Task item →
Without changing a character, output all of the records.

Data to use →

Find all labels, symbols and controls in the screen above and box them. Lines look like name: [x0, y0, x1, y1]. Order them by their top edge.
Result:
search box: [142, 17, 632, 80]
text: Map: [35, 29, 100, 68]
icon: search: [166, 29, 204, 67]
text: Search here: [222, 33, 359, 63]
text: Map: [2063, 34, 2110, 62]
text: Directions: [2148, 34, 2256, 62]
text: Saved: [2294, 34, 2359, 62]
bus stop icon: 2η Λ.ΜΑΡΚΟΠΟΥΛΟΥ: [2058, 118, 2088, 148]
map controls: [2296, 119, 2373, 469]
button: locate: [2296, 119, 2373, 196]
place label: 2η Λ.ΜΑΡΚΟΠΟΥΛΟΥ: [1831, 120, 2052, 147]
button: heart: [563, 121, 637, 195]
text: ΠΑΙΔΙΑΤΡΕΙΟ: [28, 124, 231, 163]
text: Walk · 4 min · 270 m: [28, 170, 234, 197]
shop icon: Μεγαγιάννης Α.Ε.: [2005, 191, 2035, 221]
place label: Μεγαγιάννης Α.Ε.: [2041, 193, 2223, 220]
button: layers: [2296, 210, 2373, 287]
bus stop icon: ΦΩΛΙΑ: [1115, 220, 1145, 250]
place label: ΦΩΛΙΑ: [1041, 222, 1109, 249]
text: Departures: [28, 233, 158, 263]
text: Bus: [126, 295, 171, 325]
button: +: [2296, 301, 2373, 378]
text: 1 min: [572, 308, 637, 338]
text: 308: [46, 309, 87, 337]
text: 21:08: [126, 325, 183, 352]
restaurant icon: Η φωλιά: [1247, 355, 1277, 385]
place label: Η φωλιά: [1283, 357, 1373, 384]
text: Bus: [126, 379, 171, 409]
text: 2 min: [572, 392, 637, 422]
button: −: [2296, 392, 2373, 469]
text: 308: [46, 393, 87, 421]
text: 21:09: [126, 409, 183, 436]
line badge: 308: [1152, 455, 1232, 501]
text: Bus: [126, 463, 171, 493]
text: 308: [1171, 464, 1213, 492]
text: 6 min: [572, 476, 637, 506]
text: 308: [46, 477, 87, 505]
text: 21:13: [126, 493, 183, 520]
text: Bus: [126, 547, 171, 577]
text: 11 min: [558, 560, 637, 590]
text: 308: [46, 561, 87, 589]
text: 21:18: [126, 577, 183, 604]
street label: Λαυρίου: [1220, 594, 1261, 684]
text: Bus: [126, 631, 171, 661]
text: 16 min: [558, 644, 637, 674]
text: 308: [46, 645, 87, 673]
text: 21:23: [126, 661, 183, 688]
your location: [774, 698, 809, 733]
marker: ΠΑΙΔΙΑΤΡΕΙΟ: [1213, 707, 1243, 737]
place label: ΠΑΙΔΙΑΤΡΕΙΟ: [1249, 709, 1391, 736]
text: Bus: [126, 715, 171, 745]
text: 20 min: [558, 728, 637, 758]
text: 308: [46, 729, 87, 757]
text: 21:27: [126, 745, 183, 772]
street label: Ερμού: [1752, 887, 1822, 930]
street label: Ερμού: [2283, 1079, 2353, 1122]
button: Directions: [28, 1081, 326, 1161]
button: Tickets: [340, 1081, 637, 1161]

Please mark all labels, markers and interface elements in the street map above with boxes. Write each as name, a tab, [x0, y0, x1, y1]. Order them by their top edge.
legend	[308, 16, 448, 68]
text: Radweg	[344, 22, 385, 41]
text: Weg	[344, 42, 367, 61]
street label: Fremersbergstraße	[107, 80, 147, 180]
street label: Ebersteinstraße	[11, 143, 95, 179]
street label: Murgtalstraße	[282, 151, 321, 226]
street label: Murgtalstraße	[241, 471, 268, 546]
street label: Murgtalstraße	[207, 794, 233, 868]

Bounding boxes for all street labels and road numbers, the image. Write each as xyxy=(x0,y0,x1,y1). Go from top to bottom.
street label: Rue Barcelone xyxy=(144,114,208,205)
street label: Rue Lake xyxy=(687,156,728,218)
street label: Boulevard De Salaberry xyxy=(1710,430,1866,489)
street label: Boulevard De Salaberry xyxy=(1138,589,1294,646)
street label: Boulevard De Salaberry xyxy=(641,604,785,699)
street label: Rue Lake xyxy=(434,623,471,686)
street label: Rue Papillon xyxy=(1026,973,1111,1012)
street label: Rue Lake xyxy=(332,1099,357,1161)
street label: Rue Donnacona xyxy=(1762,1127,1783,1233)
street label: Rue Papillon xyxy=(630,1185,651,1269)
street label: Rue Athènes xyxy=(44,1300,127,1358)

Answer to this exercise →
Find all labels, symbols and controls in the screen above and box them. Lines look like name: [x0, y0, x1, y1]. Order them by their top edge.
Result:
search box: [142, 17, 632, 80]
text: Map: [35, 29, 100, 68]
icon: search: [166, 29, 204, 67]
text: Search here: [222, 33, 359, 63]
text: Map: [2063, 34, 2110, 62]
text: Directions: [2148, 34, 2256, 62]
text: Saved: [2294, 34, 2359, 62]
bus stop icon: 2η Λ.ΜΑΡΚΟΠΟΥΛΟΥ: [2058, 118, 2088, 148]
map controls: [2296, 119, 2373, 469]
button: locate: [2296, 119, 2373, 196]
place label: 2η Λ.ΜΑΡΚΟΠΟΥΛΟΥ: [1831, 120, 2052, 147]
button: heart: [563, 121, 637, 195]
text: ΠΑΙΔΙΑΤΡΕΙΟ: [28, 124, 231, 163]
text: Walk · 4 min · 270 m: [28, 170, 234, 197]
shop icon: Μεγαγιάννης Α.Ε.: [2005, 191, 2035, 221]
place label: Μεγαγιάννης Α.Ε.: [2041, 193, 2223, 220]
button: layers: [2296, 210, 2373, 287]
bus stop icon: ΦΩΛΙΑ: [1115, 220, 1145, 250]
place label: ΦΩΛΙΑ: [1041, 222, 1109, 249]
text: Departures: [28, 233, 158, 263]
text: Bus: [126, 295, 171, 325]
button: +: [2296, 301, 2373, 378]
text: 1 min: [572, 308, 637, 338]
text: 308: [46, 309, 87, 337]
text: 21:08: [126, 325, 183, 352]
restaurant icon: Η φωλιά: [1247, 355, 1277, 385]
place label: Η φωλιά: [1283, 357, 1373, 384]
text: Bus: [126, 379, 171, 409]
text: 2 min: [572, 392, 637, 422]
button: −: [2296, 392, 2373, 469]
text: 308: [46, 393, 87, 421]
text: 21:09: [126, 409, 183, 436]
line badge: 308: [1152, 455, 1232, 501]
text: Bus: [126, 463, 171, 493]
text: 308: [1171, 464, 1213, 492]
text: 6 min: [572, 476, 637, 506]
text: 308: [46, 477, 87, 505]
text: 21:13: [126, 493, 183, 520]
text: Bus: [126, 547, 171, 577]
text: 11 min: [558, 560, 637, 590]
text: 308: [46, 561, 87, 589]
text: 21:18: [126, 577, 183, 604]
street label: Λαυρίου: [1220, 594, 1261, 684]
text: Bus: [126, 631, 171, 661]
text: 16 min: [558, 644, 637, 674]
text: 308: [46, 645, 87, 673]
text: 21:23: [126, 661, 183, 688]
your location: [774, 698, 809, 733]
marker: ΠΑΙΔΙΑΤΡΕΙΟ: [1213, 707, 1243, 737]
place label: ΠΑΙΔΙΑΤΡΕΙΟ: [1249, 709, 1391, 736]
text: Bus: [126, 715, 171, 745]
text: 20 min: [558, 728, 637, 758]
text: 308: [46, 729, 87, 757]
text: 21:27: [126, 745, 183, 772]
street label: Ερμού: [1752, 887, 1822, 930]
street label: Ερμού: [2283, 1079, 2353, 1122]
button: Directions: [28, 1081, 326, 1161]
button: Tickets: [340, 1081, 637, 1161]

Please mark all labels, markers and interface elements in the street map above with boxes. Write each as name, a tab, [x0, y0, x1, y1]. Order them by their top edge.
legend	[308, 16, 448, 68]
text: Radweg	[344, 22, 385, 41]
text: Weg	[344, 42, 367, 61]
street label: Fremersbergstraße	[107, 80, 147, 180]
street label: Ebersteinstraße	[11, 143, 95, 179]
street label: Murgtalstraße	[282, 151, 321, 226]
street label: Murgtalstraße	[241, 471, 268, 546]
street label: Murgtalstraße	[207, 794, 233, 868]

Bounding boxes for all street labels and road numbers, the image. Write each as xyxy=(x0,y0,x1,y1). Go from top to bottom.
street label: Rue Barcelone xyxy=(144,114,208,205)
street label: Rue Lake xyxy=(687,156,728,218)
street label: Boulevard De Salaberry xyxy=(1710,430,1866,489)
street label: Boulevard De Salaberry xyxy=(1138,589,1294,646)
street label: Boulevard De Salaberry xyxy=(641,604,785,699)
street label: Rue Lake xyxy=(434,623,471,686)
street label: Rue Papillon xyxy=(1026,973,1111,1012)
street label: Rue Lake xyxy=(332,1099,357,1161)
street label: Rue Donnacona xyxy=(1762,1127,1783,1233)
street label: Rue Papillon xyxy=(630,1185,651,1269)
street label: Rue Athènes xyxy=(44,1300,127,1358)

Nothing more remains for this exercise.